» WORK TASK:
Lines from the start of the data through the line containing "0 #cdc9bd) drop-shadow(-2px" must be given again exactly. Leave the others out.

» RECORDS TO PROCESS:
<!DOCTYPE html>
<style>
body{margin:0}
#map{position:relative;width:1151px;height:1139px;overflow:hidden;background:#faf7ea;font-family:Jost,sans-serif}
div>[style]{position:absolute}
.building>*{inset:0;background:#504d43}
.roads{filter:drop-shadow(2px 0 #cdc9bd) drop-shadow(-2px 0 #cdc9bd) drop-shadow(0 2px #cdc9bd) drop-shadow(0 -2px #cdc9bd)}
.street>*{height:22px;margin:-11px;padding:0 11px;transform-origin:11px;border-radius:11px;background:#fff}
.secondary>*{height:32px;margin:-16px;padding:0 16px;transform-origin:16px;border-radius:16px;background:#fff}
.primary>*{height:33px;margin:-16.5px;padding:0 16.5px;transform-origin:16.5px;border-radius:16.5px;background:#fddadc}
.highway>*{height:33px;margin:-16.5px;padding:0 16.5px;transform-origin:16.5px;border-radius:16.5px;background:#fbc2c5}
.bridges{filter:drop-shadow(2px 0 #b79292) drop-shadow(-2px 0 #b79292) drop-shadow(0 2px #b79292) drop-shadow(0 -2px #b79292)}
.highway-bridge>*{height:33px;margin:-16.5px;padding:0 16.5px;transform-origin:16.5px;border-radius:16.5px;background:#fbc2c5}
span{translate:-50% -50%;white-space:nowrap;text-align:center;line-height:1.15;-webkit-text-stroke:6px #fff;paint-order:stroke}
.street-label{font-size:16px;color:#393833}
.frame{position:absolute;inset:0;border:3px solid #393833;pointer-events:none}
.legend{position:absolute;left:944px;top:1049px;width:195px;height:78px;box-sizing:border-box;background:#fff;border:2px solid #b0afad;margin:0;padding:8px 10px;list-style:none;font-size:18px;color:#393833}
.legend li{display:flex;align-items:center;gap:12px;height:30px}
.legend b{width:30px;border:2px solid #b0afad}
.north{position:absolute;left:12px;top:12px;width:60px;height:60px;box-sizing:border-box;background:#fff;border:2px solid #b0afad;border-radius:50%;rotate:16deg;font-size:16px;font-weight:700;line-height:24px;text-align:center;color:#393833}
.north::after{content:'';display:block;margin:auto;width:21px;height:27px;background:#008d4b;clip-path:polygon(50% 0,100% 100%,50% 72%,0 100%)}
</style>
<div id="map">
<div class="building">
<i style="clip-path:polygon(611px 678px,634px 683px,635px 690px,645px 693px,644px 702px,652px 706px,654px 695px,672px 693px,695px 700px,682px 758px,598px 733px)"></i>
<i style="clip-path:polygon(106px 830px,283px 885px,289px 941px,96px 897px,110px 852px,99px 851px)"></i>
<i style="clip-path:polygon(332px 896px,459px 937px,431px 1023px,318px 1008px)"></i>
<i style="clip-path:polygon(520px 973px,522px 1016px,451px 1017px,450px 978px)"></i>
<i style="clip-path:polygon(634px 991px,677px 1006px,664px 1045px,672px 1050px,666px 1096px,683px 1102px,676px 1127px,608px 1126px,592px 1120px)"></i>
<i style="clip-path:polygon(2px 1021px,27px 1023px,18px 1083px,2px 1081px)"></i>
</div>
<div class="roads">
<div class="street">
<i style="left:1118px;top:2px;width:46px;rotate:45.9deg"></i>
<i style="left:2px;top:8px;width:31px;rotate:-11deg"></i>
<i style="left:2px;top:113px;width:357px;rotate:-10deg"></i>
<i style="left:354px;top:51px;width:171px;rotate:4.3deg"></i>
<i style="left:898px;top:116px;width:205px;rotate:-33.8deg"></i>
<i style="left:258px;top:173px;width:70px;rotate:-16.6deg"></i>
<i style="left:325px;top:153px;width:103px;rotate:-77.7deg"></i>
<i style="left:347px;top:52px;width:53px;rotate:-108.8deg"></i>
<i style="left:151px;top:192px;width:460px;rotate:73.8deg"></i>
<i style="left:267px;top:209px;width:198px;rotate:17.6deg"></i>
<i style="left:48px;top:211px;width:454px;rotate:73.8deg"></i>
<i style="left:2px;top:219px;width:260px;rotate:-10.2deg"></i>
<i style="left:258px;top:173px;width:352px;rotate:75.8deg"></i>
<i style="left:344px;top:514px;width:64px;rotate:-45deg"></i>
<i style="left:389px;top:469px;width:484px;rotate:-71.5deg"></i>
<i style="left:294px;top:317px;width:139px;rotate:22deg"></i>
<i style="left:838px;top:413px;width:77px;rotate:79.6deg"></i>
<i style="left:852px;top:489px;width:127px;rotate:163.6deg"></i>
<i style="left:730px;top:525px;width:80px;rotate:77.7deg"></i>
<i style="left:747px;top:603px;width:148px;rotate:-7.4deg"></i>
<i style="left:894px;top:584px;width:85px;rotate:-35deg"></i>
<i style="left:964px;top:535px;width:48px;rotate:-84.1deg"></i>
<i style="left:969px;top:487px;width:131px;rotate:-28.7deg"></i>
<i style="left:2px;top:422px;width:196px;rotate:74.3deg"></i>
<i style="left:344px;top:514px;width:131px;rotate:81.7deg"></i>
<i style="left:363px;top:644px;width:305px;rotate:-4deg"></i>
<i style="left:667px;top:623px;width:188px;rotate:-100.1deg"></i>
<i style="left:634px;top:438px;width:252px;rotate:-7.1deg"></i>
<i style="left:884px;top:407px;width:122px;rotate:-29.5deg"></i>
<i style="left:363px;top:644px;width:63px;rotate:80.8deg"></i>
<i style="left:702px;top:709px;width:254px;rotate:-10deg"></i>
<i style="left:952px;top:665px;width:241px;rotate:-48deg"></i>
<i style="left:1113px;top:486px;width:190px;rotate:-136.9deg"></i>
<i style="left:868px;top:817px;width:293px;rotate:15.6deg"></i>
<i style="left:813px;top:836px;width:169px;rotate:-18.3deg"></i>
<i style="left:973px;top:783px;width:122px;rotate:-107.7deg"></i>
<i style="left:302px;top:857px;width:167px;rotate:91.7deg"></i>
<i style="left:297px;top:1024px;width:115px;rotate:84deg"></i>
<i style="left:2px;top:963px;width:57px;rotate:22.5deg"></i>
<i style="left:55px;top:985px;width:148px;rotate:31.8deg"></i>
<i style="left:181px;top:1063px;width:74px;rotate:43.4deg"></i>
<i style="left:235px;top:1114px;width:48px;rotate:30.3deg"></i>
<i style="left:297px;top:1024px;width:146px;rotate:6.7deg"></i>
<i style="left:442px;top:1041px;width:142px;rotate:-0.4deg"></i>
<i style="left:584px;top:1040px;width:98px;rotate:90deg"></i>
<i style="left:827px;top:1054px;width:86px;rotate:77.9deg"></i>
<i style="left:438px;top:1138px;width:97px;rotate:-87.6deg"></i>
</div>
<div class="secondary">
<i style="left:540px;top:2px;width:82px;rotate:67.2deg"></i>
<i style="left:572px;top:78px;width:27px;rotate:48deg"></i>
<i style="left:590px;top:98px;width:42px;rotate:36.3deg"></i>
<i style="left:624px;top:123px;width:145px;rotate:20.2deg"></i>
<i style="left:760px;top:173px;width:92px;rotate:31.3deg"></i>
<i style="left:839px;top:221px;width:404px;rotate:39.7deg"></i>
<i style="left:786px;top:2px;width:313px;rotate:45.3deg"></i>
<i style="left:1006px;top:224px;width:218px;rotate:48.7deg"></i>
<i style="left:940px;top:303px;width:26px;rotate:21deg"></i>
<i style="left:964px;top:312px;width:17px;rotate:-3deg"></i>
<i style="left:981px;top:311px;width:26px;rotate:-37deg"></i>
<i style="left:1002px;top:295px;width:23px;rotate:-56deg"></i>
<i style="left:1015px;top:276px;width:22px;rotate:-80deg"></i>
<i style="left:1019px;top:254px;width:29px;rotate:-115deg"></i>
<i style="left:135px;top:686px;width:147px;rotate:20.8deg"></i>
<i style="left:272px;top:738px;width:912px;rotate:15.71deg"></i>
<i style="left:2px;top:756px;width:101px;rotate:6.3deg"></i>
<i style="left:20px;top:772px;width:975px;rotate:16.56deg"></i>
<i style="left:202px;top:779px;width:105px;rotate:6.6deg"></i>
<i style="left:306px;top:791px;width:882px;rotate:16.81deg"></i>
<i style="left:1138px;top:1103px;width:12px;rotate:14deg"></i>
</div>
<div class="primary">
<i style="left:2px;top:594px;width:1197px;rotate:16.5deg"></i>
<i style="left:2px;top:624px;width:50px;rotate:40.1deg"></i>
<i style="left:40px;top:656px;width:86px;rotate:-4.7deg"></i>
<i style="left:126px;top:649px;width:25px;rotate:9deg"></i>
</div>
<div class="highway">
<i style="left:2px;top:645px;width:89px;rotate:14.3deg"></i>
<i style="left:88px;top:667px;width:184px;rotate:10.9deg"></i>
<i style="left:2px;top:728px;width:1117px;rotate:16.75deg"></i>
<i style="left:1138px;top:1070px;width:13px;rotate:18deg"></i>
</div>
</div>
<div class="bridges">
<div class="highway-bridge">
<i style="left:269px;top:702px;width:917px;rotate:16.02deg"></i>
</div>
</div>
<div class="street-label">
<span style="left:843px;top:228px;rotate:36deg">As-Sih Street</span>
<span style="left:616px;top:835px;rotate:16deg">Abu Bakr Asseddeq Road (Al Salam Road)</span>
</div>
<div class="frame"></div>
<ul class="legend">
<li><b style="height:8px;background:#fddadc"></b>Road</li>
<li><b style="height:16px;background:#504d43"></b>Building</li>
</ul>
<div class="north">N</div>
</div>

» EXERCISE OUTPUT:
<!DOCTYPE html>
<style>
body{margin:0}
#map{position:relative;width:1151px;height:1139px;overflow:hidden;background:#faf7ea;font-family:Jost,sans-serif}
div>[style]{position:absolute}
.building>*{inset:0;background:#504d43}
.roads{filter:drop-shadow(2px 0 #cdc9bd) drop-shadow(-2px 0 #cdc9bd) drop-shadow(0 2px #cdc9bd) drop-shadow(0 -2px #cdc9bd)}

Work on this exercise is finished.